From the first line to the last, copy the data exactly.

■ Data provided ■
----------

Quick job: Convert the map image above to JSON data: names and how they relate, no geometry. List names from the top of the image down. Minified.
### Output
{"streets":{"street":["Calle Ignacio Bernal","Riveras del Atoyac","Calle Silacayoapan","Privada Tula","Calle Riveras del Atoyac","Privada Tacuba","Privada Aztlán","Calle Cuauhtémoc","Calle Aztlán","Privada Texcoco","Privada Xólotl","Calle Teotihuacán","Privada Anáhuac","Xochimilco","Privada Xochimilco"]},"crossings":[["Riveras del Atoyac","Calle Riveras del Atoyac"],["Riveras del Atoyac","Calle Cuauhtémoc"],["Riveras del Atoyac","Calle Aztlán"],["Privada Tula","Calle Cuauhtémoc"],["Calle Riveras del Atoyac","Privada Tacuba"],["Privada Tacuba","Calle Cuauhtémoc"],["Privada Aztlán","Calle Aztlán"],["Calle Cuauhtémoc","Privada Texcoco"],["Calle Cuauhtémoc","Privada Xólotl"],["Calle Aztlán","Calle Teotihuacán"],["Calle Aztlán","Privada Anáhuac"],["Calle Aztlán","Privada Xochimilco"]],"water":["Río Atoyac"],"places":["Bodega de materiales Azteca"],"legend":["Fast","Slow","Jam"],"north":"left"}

----------

■ Solution to the exercise ■
Quick job: Convert the map image above to JSON data: names and how they relate, no geometry. List names from the top of the image down. Minified.
### Output
{"streets":{"street":["Calle Ignacio Bernal","Riveras del Atoyac","Calle Silacayoapan","Privada Tula","Calle Riveras del Atoyac","Privada Tacuba","Privada Aztlán","Calle Cuauhtémoc","Calle Aztlán","Privada Texcoco","Privada Xólotl","Calle Teotihuacán","Privada Anáhuac","Xochimilco","Privada Xochimilco"]},"crossings":[["Riveras del Atoyac","Calle Riveras del Atoyac"],["Riveras del Atoyac","Calle Cuauhtémoc"],["Riveras del Atoyac","Calle Aztlán"],["Privada Tula","Calle Cuauhtémoc"],["Calle Riveras del Atoyac","Privada Tacuba"],["Privada Tacuba","Calle Cuauhtémoc"],["Privada Aztlán","Calle Aztlán"],["Calle Cuauhtémoc","Privada Texcoco"],["Calle Cuauhtémoc","Privada Xólotl"],["Calle Aztlán","Calle Teotihuacán"],["Calle Aztlán","Privada Anáhuac"],["Calle Aztlán","Privada Xochimilco"]],"water":["Río Atoyac"],"places":["Bodega de materiales Azteca"],"legend":["Fast","Slow","Jam"],"north":"left"}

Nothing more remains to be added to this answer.